Purpose

July 1, 2020 · 11 min read

Documentation Nerd

Purpose

Documentation

This is to help document what I’ve done to generate the proposed Ceres 6 documentation site. It’s mostly just process notes and will frequently point to documentation elsewhere. It’s very likely that there are more effective ways to do this – this is just what I’ve been doing. For example, I started working in Visual Studio Code to create the markdown files and sync with GitHub, but VS Code may or may not be the best tool for this purpose.

Project

The current Ceres help system consists of dozens of Word documents. There are good historical reasons for this, including (among other things) maintaining the ability of food bank users to download and modify them to reflect their own internal business rules and workflows. When Ceres is upgraded, however, the process of revising the documentation for the new version is unwieldy and takes a very long time.

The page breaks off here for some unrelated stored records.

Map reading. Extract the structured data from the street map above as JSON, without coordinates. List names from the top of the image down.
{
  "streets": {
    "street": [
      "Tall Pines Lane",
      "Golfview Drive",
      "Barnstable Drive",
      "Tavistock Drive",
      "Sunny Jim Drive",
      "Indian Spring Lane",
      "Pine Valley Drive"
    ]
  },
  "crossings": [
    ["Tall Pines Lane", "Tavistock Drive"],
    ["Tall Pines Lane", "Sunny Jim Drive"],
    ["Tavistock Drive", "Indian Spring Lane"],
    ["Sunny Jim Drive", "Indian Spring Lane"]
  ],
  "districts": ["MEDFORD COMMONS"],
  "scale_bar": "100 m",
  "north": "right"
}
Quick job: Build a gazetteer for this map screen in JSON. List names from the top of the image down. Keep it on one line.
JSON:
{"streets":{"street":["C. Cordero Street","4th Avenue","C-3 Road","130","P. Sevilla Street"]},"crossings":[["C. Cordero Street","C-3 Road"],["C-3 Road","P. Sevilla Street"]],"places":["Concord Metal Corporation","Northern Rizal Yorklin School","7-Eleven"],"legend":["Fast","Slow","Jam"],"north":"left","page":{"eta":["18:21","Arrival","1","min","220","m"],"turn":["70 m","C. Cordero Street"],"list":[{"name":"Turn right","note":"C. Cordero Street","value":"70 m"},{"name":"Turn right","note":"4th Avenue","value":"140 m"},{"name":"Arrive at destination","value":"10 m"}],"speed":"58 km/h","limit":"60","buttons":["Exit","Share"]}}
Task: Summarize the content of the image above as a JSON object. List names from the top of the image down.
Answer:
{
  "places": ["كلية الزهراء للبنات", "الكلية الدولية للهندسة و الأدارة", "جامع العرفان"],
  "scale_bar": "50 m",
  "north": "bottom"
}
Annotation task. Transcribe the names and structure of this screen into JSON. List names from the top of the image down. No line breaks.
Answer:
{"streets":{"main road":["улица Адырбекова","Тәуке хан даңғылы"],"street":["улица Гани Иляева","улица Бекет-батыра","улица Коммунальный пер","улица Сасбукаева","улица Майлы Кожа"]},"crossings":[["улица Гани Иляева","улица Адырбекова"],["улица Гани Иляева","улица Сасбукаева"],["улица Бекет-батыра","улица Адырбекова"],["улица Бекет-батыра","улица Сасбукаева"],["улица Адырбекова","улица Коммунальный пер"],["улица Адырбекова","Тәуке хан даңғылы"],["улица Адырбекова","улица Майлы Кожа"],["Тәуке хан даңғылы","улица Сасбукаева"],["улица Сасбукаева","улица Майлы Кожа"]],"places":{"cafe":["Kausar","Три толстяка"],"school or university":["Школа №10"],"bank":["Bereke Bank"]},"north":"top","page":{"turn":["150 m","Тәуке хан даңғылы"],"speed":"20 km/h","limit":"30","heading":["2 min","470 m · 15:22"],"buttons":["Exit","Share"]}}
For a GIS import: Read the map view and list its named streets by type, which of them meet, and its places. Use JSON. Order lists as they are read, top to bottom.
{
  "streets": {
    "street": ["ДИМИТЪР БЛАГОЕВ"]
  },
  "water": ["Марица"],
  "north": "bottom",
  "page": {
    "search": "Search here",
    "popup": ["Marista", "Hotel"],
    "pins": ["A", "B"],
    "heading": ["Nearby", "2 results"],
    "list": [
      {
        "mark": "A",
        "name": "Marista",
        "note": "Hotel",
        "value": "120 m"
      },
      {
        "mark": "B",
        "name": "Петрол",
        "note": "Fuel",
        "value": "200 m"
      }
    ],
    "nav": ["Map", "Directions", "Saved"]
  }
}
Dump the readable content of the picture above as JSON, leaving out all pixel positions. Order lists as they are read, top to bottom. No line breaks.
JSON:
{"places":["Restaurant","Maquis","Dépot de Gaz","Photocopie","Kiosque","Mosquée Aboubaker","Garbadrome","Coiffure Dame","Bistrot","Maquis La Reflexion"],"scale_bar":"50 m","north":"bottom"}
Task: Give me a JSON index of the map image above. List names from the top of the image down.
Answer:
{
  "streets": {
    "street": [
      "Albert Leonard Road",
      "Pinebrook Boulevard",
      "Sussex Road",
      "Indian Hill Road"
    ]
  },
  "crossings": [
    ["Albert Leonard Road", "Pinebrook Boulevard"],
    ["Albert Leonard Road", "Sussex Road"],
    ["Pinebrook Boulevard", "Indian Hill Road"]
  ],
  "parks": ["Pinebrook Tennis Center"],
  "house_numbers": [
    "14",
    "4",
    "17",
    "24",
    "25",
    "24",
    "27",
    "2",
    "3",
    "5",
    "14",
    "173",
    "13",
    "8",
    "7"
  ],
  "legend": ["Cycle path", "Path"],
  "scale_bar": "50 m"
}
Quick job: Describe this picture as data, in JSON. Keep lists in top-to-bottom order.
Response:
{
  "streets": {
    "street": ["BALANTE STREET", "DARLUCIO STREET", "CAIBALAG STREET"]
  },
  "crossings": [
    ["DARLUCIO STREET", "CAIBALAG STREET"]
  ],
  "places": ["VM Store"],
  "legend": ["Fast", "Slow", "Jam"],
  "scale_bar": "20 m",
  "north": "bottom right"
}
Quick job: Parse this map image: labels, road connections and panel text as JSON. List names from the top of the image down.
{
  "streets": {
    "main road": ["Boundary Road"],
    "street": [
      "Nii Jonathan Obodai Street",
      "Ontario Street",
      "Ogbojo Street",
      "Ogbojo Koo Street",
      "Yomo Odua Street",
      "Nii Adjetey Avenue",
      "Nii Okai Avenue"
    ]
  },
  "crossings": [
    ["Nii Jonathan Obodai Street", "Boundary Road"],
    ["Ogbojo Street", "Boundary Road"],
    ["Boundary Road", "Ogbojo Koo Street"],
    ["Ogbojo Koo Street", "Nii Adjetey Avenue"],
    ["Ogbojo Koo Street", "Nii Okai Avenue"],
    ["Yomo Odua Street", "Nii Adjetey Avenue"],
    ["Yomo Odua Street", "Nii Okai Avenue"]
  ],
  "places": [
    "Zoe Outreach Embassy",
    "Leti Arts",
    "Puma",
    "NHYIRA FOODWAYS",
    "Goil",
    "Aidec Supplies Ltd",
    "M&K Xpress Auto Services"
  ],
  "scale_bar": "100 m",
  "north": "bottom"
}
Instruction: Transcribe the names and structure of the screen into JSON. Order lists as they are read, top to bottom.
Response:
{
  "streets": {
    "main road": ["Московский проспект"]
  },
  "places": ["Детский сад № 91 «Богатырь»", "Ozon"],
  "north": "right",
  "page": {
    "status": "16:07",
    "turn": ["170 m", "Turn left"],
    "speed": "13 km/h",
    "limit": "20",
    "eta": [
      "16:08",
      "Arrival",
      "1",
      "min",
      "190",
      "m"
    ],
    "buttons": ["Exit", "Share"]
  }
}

Part of the difficulty in updating documentation is inherent in Word itself. Each document is completely independent, so extra time is needed to check pagination, formatting, indentation, typeface, and the table of contents. And as the documents are each tied to a single process, page, concept or workflow, there is necessarily a significant amount of both overlap between documents and references to other related documents. Word does have the ability to link between documents, but these links all break when the Word documents change location.

The document review process in Word is not designed to process the comments, updates, and suggestions of more than a handful of people. Emailing zip files of document bundles back and forth and using track changes is not only inefficient, but it also lacks any process for explaining why a particular update or change was made, and it’s impossible to roll a particular document back to an arbitrary version unless that version was explicitly saved somewhere.

The current Word documentation is also static. No user feedback is ever taken into consideration when updating the documentation, so if steps are unclear or misleading, they stay that way forever.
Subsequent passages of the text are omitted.